“It is if you want me to keep working for you. I need to understand the endgame, Adrian. You keep talking about making her suffer, but you haven’t explained how.”
Silence stretches for a long moment. When Adrian speaks again, his voice is colder and more honest than I’ve ever heard him.
“She ruined my life. Took everything I’d built and burned it to the ground because she thought she was better than me. More moral. More righteous.” He spits the words like poison. “I want her to feel what I felt. I want her to trust someone completely and then discover that everything was a lie. I want to watch her world collapse the same way mine did.”
“And then?”
“And then I want her family to watch her break. I want Dmitri and Alexei to know that their precious little sister was destroyed by someone they invited into their organization.” Adrian’s breathing has gone heavy, almost excited. “I want them to feel helpless the same way I did when she destroyed me.”
The obsession in his voice is worse than I imagined. This is downright pathological. Adrian doesn’t just want to hurt Sasha.

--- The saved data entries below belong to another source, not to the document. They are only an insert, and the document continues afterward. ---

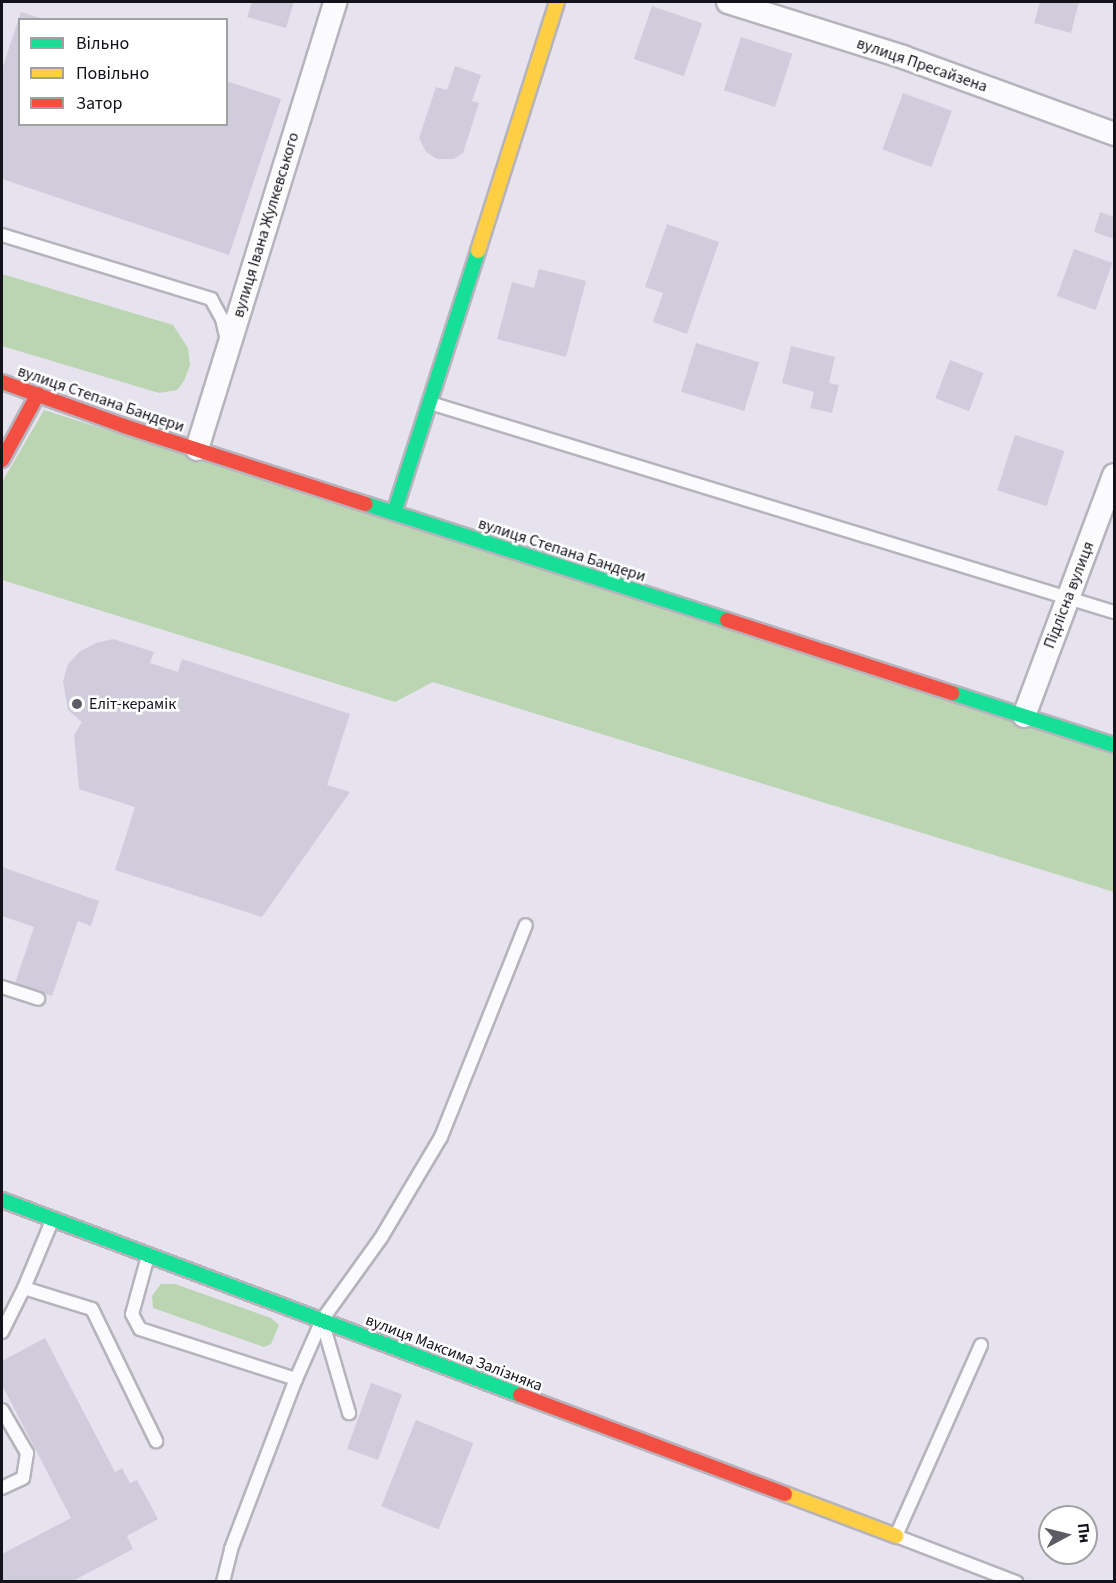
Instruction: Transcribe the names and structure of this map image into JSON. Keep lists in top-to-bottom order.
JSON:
{
  "streets": {
    "street": [
      "вулиця Пресайзена",
      "вулиця Івана Жулкевського",
      "вулиця Степана Бандери",
      "Підлісна вулиця",
      "вулиця Максима Залізняка"
    ]
  },
  "crossings": [
    ["вулиця Івана Жулкевського", "вулиця Степана Бандери"],
    ["вулиця Степана Бандери", "Підлісна вулиця"]
  ],
  "places": ["Еліт-керамік"],
  "legend": ["Вільно", "Повільно", "Затор"],
  "north": "right"
}
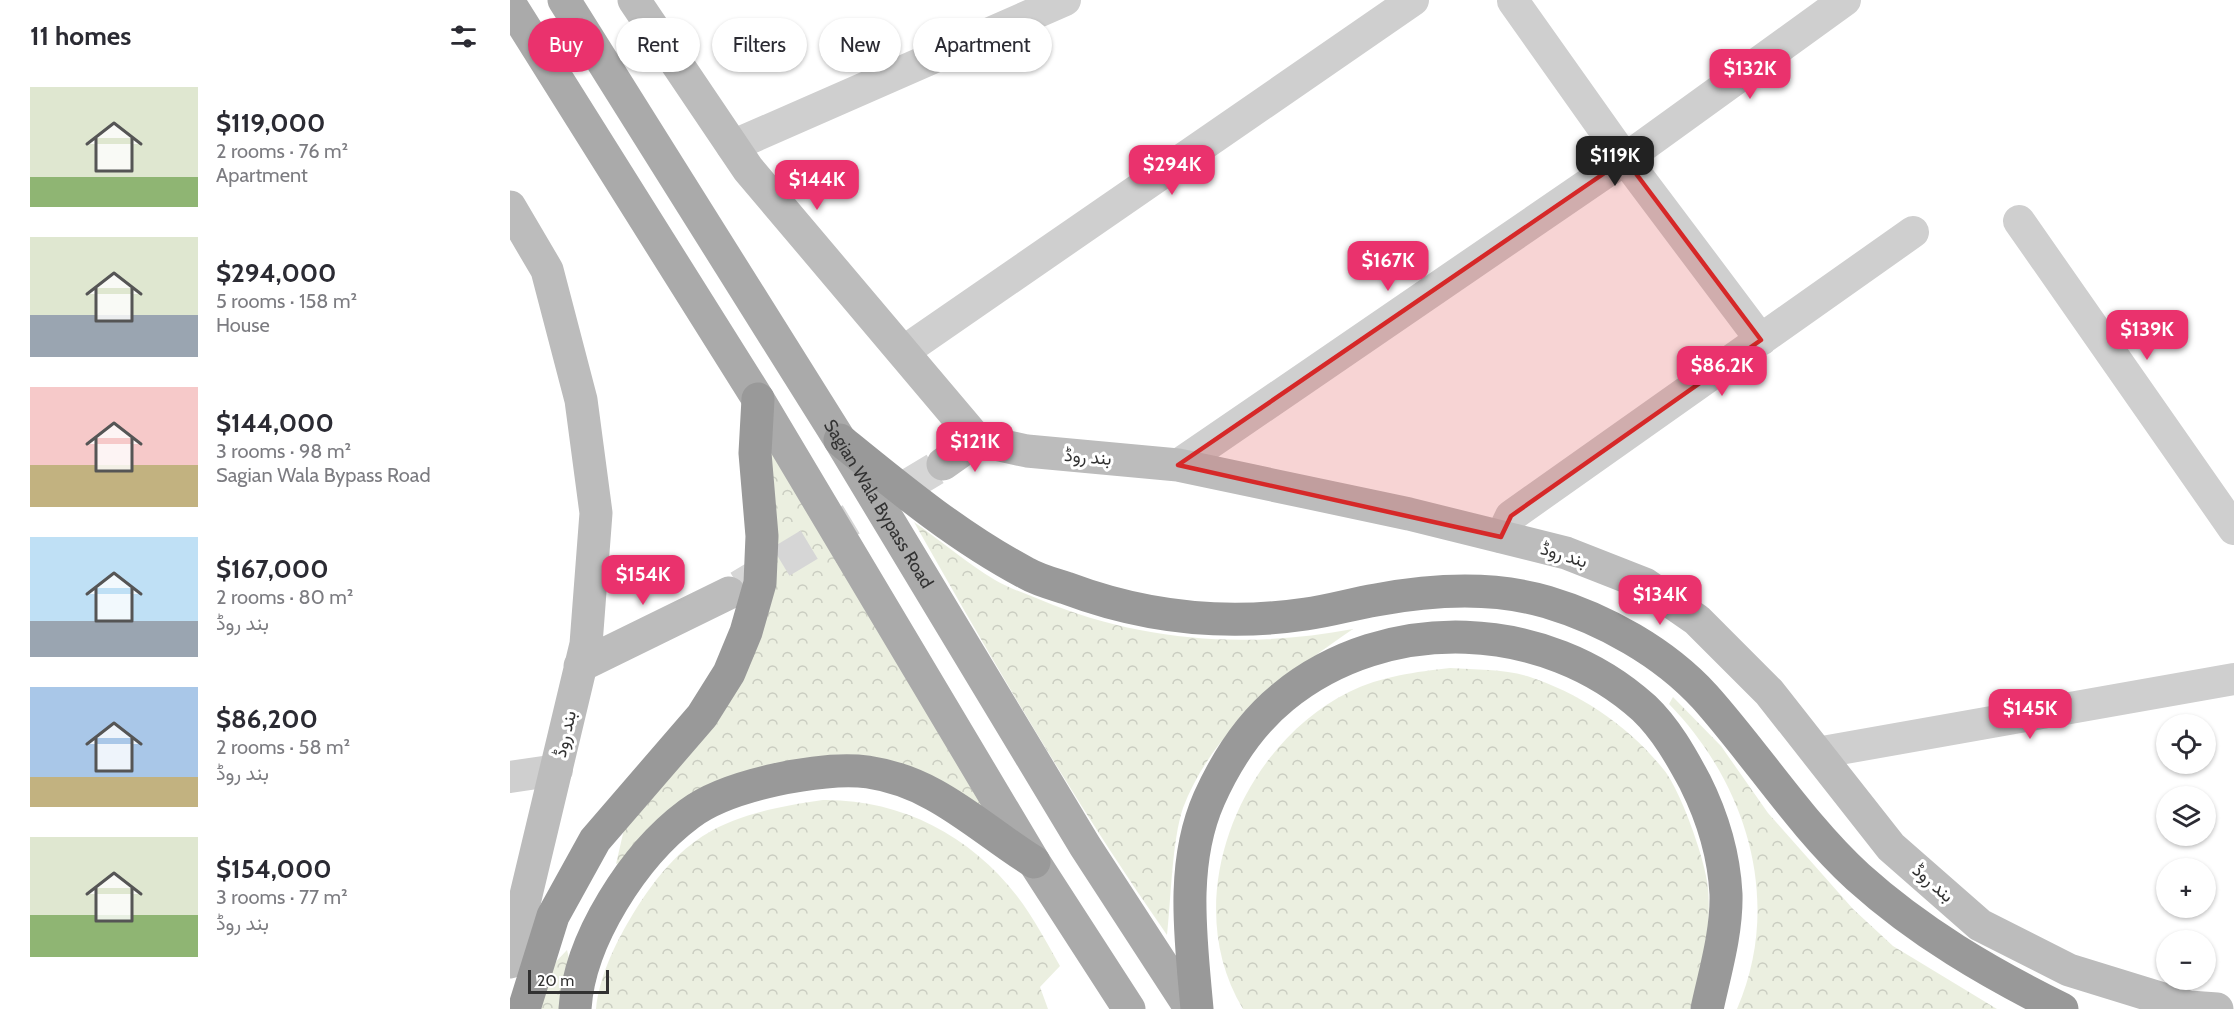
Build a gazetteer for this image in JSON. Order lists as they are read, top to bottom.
{
  "streets": {
    "main road": ["بند روڈ", "Sagian Wala Bypass Road"]
  },
  "scale_bar": "20 m",
  "page": {
    "heading": "11 homes",
    "chip": [
      "Buy",
      "Rent",
      "Filters",
      "New",
      "Apartment"
    ],
    "price": [
      "$132K",
      "$119K",
      "$294K",
      "$144K",
      "$167K",
      "$139K",
      "$86.2K",
      "$121K",
      "$154K",
      "$134K",
      "$145K"
    ],
    "list": [
      {
        "name": "$119,000",
        "note": "2 rooms · 76 m² · Apartment"
      },
      {
        "name": "$294,000",
        "note": "5 rooms · 158 m² · House"
      },
      {
        "name": "$144,000",
        "note": "3 rooms · 98 m² · Sagian Wala Bypass Road"
      },
      {
        "name": "$167,000",
        "note": "2 rooms · 80 m² · بند روڈ"
      },
      {
        "name": "$86,200",
        "note": "2 rooms · 58 m² · بند روڈ"
      },
      {
        "name": "$154,000",
        "note": "3 rooms · 77 m² · بند روڈ"
      }
    ],
    "map_buttons": ["+", "−"],
    "scale": "20 m"
  }
}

He wants to annihilate her.
Over my dead body.
“I’ll get you what you need,” I say, “but you have to give me more time. If I push too hard, she’ll shut down, and we’ll lose our opening.”
“Two weeks. That’s all the time you have left on our contract.” Adrian’s tone returns to business, like he hasn’t just revealed the depths of his obsession. “After that, I expect a full report on everything you’ve learned. Every vulnerability. Every weakness. Everything I need to take her apart, piece by piece.”

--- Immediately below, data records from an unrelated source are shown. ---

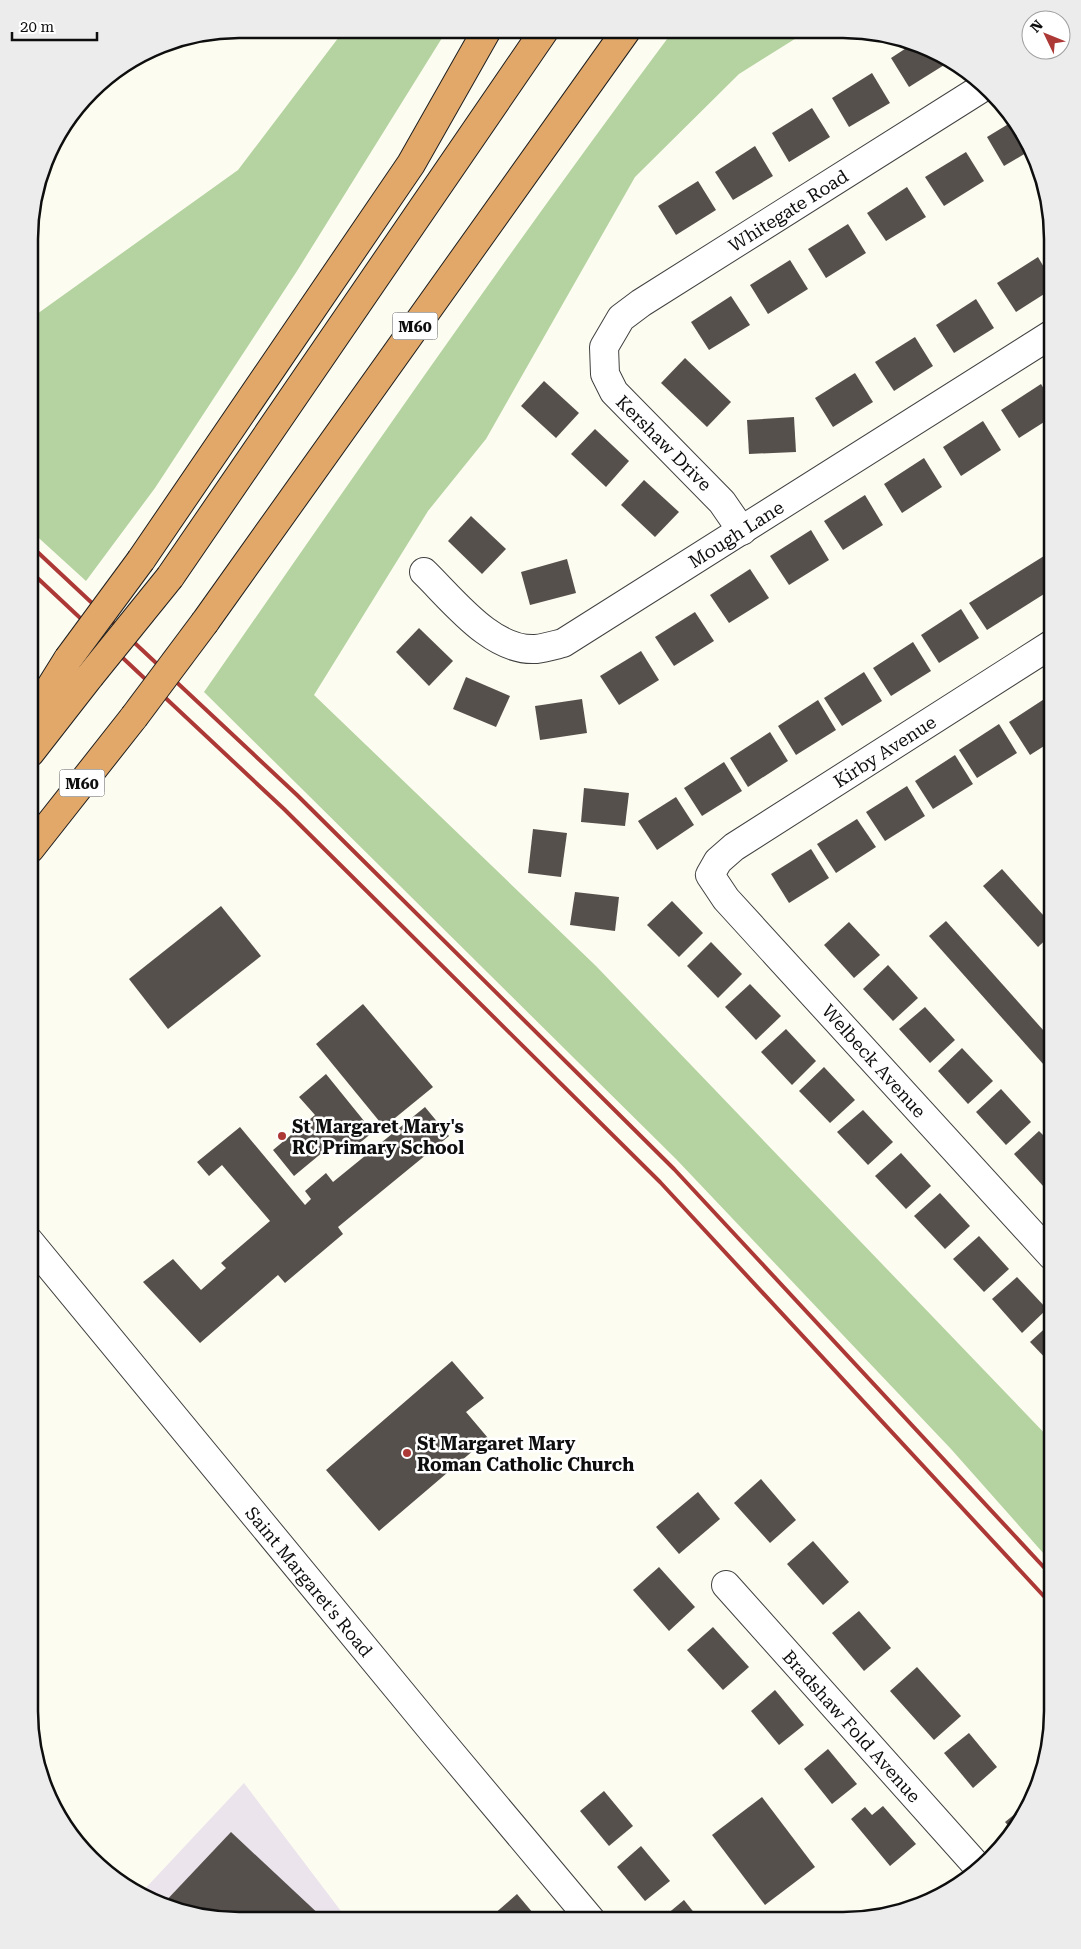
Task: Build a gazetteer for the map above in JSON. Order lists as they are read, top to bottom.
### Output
{
  "streets": {
    "highway": ["M60"],
    "street": [
      "Whitegate Road",
      "Kershaw Drive",
      "Mough Lane",
      "Kirby Avenue",
      "Welbeck Avenue",
      "Saint Margaret's Road",
      "Bradshaw Fold Avenue"
    ]
  },
  "crossings": [
    ["Whitegate Road", "Kershaw Drive"],
    ["Kershaw Drive", "Mough Lane"],
    ["Kirby Avenue", "Welbeck Avenue"]
  ],
  "places": ["St Margaret Mary's RC Primary School", "St Margaret Mary Roman Catholic Church"],
  "scale_bar": "20 m",
  "north": "top left"
}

The line goes dead as I stand in the middle of the bedroom, phone in hand, trying to remember how to breathe. My reflection stares back at me from the window. I barely recognize the man looking back. Years in special operations. Countlessmissions. Dozens of kills. All of it leading to this moment, where I have to decide what kind of man I am.
Two weeks. Fourteen days to figure out how to save Sasha from a man who’s been planning her destruction for months. Fourteen days to extricate myself from a contract I never should have signed. Fourteen days before Adrian expects me to hand him the weapons he needs to destroy the woman I’m falling in love with.
I shove the phone back into my pocket and open the bedroom door.
The couch is empty. Her scent lingers on the cushions, a ghost of what happened there minutes ago.
Sasha’s bedroom door is closed. I cross the living room and knock gently.
“Sasha?”
No response.
“Can we talk?”
“Not right now.” Her voice is muffled through the wood, thick with something that might be tears. “Please, just… not right now.”
I press my palm against the door like I can reach her through it. “I’m sorry. I know that call?—”
“I said not now, Tony.”
The finality in her tone stops me cold. She’s not angry; she’s hurt. And she has every right to be.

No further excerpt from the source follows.